The movement met with opposition from conservative Congregationalist ministers. In 1741, Edwards published in the defense of revivals The Distinguishing Marks of a Work of the Spirit of God, dealing particularly with the phenomena most criticized: the swoonings, outcries, and convulsions. These "bodily effects," he insisted, were not distinguishing marks of the work of the Spirit of God one way or another. So bitter was the feeling against the revival in some churches that in 1742 he felt moved to write a second apology, Thoughts on the Revival in New England, where his main argument concerned the great moral improvement of the country. In the same pamphlet he defends an appeal to the emotions and advocates preaching terror when necessary, even to children, who in God's sight "are young vipers... if not Christ's."

He considered "bodily effects" incidental to the real work of God. But his own mystic devotion and the experiences of his wife during the Awakening (which he recounts in detail) make him think that the divine visitation usually overpowers the body, a view in support of which he quotes Scripture. In reply to Edwards, Charles Chauncy wrote Seasonable Thoughts on the State of Religion in New England in 1743 and anonymously penned The Late Religious Commotions in New England Considered in the same year. In these works, he urged conduct as the sole test of conversion. The general convention of Congregational ministers in the Province of Massachusetts Bay seemed to agree, protesting "against disorders in practice which have of late obtained in various parts of the land." In spite of Edwards's able pamphlet, the impression had become widespread that "bodily effects" were recognized by the promoters of the Great Awakening as the true tests of conversion.
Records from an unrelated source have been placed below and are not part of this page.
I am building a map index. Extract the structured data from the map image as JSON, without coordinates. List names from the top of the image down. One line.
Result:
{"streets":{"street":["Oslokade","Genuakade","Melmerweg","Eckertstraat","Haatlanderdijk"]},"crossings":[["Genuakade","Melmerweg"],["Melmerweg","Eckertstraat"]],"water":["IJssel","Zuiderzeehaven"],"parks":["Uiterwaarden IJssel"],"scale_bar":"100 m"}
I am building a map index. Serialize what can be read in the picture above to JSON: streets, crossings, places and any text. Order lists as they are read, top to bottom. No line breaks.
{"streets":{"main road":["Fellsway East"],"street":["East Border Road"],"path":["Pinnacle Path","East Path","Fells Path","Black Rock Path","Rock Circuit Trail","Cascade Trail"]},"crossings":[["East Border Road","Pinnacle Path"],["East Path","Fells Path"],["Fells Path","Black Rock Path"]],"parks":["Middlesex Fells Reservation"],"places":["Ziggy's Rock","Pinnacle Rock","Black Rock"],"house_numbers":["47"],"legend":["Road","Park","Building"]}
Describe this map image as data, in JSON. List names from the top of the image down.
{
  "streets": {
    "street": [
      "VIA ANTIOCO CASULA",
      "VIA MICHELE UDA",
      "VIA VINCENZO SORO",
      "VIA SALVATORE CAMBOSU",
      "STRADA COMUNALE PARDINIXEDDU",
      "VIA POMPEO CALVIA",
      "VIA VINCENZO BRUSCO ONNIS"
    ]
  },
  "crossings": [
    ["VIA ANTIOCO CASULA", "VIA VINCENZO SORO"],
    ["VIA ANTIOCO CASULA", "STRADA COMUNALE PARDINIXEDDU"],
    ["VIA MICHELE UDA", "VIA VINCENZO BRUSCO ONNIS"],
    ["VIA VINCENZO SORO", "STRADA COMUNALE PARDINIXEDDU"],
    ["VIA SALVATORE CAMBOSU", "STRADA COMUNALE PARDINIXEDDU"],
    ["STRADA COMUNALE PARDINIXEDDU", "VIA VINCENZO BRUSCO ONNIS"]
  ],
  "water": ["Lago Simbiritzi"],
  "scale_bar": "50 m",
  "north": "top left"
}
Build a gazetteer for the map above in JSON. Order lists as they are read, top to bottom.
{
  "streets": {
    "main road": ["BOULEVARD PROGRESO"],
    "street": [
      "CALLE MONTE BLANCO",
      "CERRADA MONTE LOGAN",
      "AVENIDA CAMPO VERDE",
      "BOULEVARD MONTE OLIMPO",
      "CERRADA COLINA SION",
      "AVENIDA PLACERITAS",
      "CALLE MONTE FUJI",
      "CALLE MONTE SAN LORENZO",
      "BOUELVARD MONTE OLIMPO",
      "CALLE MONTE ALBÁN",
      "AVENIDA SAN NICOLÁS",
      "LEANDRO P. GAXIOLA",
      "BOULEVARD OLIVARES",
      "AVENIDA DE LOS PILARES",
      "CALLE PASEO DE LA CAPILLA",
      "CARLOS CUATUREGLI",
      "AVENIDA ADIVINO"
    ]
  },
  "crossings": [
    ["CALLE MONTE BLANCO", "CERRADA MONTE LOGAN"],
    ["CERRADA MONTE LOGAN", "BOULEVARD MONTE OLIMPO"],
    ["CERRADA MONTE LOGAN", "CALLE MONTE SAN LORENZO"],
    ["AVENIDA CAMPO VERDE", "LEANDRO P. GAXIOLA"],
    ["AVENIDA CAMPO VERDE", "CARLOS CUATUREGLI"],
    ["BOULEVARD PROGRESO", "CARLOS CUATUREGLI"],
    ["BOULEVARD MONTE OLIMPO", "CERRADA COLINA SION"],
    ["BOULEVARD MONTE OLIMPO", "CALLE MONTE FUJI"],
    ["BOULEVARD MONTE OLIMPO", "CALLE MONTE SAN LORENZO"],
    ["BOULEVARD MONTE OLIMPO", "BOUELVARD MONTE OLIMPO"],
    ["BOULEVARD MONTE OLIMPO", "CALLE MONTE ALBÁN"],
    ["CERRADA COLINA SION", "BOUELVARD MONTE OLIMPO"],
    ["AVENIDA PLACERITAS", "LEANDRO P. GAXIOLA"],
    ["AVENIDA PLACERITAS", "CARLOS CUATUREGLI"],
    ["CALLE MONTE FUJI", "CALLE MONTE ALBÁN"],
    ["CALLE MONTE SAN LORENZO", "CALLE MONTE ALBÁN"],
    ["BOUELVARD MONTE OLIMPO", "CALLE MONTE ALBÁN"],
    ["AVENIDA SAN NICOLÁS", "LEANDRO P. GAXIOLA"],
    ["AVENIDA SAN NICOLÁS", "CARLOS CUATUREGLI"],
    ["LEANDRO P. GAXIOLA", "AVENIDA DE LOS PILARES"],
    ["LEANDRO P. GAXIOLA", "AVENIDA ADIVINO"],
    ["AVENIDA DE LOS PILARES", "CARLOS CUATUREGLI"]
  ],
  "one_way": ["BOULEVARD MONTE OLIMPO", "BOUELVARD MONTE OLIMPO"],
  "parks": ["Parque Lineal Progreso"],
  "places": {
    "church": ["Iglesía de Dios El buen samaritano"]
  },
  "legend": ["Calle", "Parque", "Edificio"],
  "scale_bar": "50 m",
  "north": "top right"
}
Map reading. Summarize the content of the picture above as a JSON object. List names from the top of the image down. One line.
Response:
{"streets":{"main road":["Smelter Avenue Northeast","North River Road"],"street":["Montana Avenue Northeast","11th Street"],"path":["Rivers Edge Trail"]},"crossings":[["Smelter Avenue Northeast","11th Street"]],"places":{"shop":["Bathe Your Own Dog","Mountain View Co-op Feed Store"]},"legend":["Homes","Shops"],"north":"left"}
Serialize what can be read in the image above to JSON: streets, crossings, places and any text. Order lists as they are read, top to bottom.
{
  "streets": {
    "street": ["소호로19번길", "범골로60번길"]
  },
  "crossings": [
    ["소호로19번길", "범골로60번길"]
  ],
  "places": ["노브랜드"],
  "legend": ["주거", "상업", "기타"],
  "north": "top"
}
To offset this feeling, during the years 1742 and 1743, Edwards preached at Northampton a series of sermons published under the title of Religious Affections (1746), a restatement in a more philosophical and general tone of his ideas as to "distinguishing marks." In 1747, he joined the movement started in Scotland called the "concert in prayer," and in the same year published An Humble Attempt to Promote Explicit Agreement and Visible Union of God's People in Extraordinary Prayer for the Revival of Religion and the Advancement of Christ's Kingdom on Earth. In 1749, he published a memoir of David Brainerd, who had lived with his family for several months and had died at Northampton in 1747. Brainerd had been constantly attended by Edwards's daughter Jerusha, to whom he was rumored to have been engaged to be married, though there is no surviving evidence of this. In the course of elaborating his theories of conversion, Edwards used David Brainerd and his ministry as a case study, making extensive notes of his conversions and confessions.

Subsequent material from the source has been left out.